Data Lake Architecture

Open Table Format Ready

Table Formats

Modern data lakes are multi-engine. They require central table storage, portable metadata, access control, and persistent structure. RustFS supports all major table formats, including Iceberg, Hudi, and Delta Lake.

Cloud Native

RustFS operates on cloud principles: containerization, orchestration, microservices, APIs, infrastructure as code, and automation. The cloud-native ecosystem integrates seamlessly with RustFS, including Spark, Presto/Trino, Snowflake, Dremio, NiFi, Kafka, Prometheus, OpenObserve, Istio, Linkerd, Hashicorp Vault, and Keycloak.

Multi-Engine

RustFS supports all S3-compatible query engines.

Multi-Engine Support

Multi-Engine Support

Performance

Modern data lakes require high performance. RustFS benchmarks demonstrate superior performance compared to legacy Hadoop systems, improving query engine (Spark, Presto, Trino, Snowflake, SQL Server, Teradata) and AI/ML platform (MLflow, Kubeflow) efficiency.

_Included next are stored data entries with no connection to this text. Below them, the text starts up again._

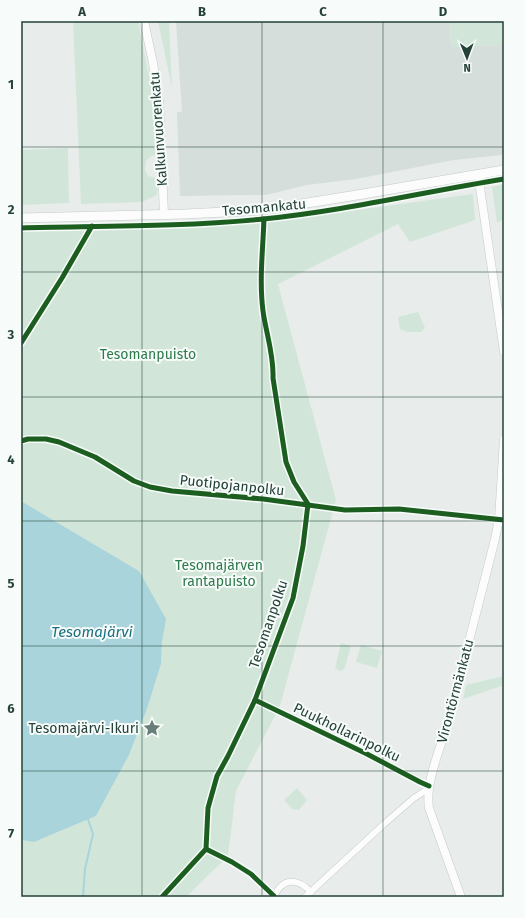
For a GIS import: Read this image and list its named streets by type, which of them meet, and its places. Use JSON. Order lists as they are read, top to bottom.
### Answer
{
  "streets": {
    "main road": ["Tesomankatu"],
    "street": ["Kalkunvuorenkatu", "Virontörmänkatu"],
    "cycle path": ["Puotipojanpolku", "Tesomanpolku", "Puukhollarinpolku"]
  },
  "crossings": [
    ["Kalkunvuorenkatu", "Tesomankatu"]
  ],
  "water": ["Tesomajärvi"],
  "parks": ["Tesomanpuisto", "Tesomajärven rantapuisto"],
  "places": {
    "place": ["Tesomajärvi-Ikuri"]
  },
  "north": "bottom",
  "grid": {
    "columns": [
      "A",
      "B",
      "C",
      "D"
    ],
    "rows": [
      "1",
      "2",
      "3",
      "4",
      "5",
      "6",
      "7"
    ]
  }
}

Benchmarks show 325 GiB/s (349 GB/s) on GET and 165 GiB/s (177 GB/s) on PUT with 32 NVMe SSD nodes.

Lightweight

The RustFS server binary is < 100 MB. It is robust enough for data centers and lightweight enough for the edge. Enterprises can access data anywhere with the same S3 API. RustFS edge locations and replication capabilities allow data capture and filtering at the edge before aggregation.

Decomposition

Modern data lakes separate compute and storage. High-speed query processing engines outsource storage to high-throughput object storage like RustFS. By keeping subsets of data in memory and leveraging features like predicate pushdown (S3 Select) and external tables, query engines gain flexibility.

Open Source

Open source is a key driver for data lake adoption. RustFS is 100% open source, ensuring freedom from lock-in.

Rapid Growth

Data is constantly being generated, which means it must be constantly ingested - without causing indigestion. RustFS is built for this world and works out of the box with Kafka, Flink, RabbitMQ, and numerous other solutions. The result is that the data lake/lakehouse becomes a single source of truth that can seamlessly scale to exabytes and beyond.

RustFS has multiple customers with daily data ingestion exceeding 250PB.

Simplicity

Simplicity is hard. It requires work, discipline, and most importantly, commitment. RustFS prioritizes simplicity in design and operation and is a philosophical commitment that makes our software easy to deploy, use, upgrade, and scale. Modern data lakes don't have to be complex. There are a few parts, and we're committed to ensuring RustFS is the easiest to adopt and deploy.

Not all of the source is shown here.